For years now, students have been let down by more than a decade of Tory rule. Educational grants and bursaries are being scrapped, maintenance loans are plummeting in value and the cost of staples is soaring. Support for students from the poorest backgrounds has been made inaccessible by redefining the meaning of poor. Successive Conservative Education Secretaries have reduced the financial safeguards of degree seekers, driven by a privileged misunderstanding of university life; a misguided expectation that parental support is both sufficient and reliable.

The consequences of this assault on living standards are shown by the extraordinary number of students who use food banks as well as part-time jobs that are a necessity for far too many. These jobs are insecure, unfulfilling and fail to even earn the national living wage. No wonder students know better than anyone how to make a pound last and the right places to go for the cheapest pint.

Even after graduation, the attack doesn’t end there. The latest government plans to reform the tuition fees repayment scheme are diabolical. Putting aside the astronomical interest rates on the loans – which reached a record 12% this year – the threshold for repayment is dropping to a mere £25,000. Tories complain about Britain’s productivity gap while doing nothing to promote, improve nor expand higher education.

As the possibility of a general election looms, it is critical that we organise students against this onslaught and mobilise their support for the Labour Party. NLS organisation will need to do this, but it can only be done effectively and sustainably if the new organisation conforms to certain key guiding principles – and, with the right committee, it can.

First and foremost, NLS must fight for the things that truly matter to students. Too often, elements of the Labour Party talk about and campaign on things that have no relevance to the people they represent. For too long, Momentum-led Young Labour has been committed to trivial campaigns and pointless foreign policy debates. NLS needs to focus on real issues: poverty, graduate opportunities, housing and the climate crisis. These are what students care about and what they wish to see NLS campaigning on.

Secondly, NLS needs to actively stop bigotry in all its forms. Antisemitism is an infestation in this party that must be fought. NLS must have a zero-tolerance policy on bigotry and be willing to stand up and call it out. Finally, the organisation must be a space free from the petty factional battles fought by some in the party. It ought to be a place where every student Labour member can find friendship and comradery, an inclusive group bereft of factional demonisation and childish squabbles.

The National Union of Students (NUS) presents a prime opportunity for a serious and open NLS to have an impact. The NUS has failed young people during a time of unprecedented crisis. The recent conference was marred by inaction on the real issues and antisemitic bigotry. Over recent years, antisemitism has been ripe within the top brass of the union and it is high time a coordinated NLS campaign stamped it out.

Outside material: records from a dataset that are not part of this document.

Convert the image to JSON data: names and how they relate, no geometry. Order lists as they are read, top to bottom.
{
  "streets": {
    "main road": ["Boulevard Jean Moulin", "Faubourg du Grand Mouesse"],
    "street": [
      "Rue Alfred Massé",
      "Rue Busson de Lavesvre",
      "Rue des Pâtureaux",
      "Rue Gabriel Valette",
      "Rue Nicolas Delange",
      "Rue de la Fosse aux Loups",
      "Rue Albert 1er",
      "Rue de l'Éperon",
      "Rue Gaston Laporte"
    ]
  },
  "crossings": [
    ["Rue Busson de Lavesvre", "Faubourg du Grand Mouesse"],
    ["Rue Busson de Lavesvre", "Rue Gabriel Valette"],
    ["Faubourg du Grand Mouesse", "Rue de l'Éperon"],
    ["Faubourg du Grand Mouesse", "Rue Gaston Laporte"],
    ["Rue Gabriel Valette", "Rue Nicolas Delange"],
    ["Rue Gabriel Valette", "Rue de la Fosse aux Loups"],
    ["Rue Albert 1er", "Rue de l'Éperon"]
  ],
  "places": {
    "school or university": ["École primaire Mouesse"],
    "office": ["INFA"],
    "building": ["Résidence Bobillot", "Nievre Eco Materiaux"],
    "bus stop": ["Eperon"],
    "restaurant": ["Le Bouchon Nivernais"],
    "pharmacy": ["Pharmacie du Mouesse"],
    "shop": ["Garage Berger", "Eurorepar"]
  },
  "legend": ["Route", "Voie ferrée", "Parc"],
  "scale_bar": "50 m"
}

At a time when student poverty rises rapidly, and the UCU undergoes a bitter industrial dispute, we need a serious NLS to return control of the NUS into the hands of those that truly care about the real issues affecting young people. 

Ballots to elect the new NLS committee will have dropped by now and we recommend lending your votes to the amazing group of Open Labour and Labour to Win candidates, as they are the ones who are serious about setting up an open and inclusive organisation that is committed to standing up for the real issues facing students in Britain today.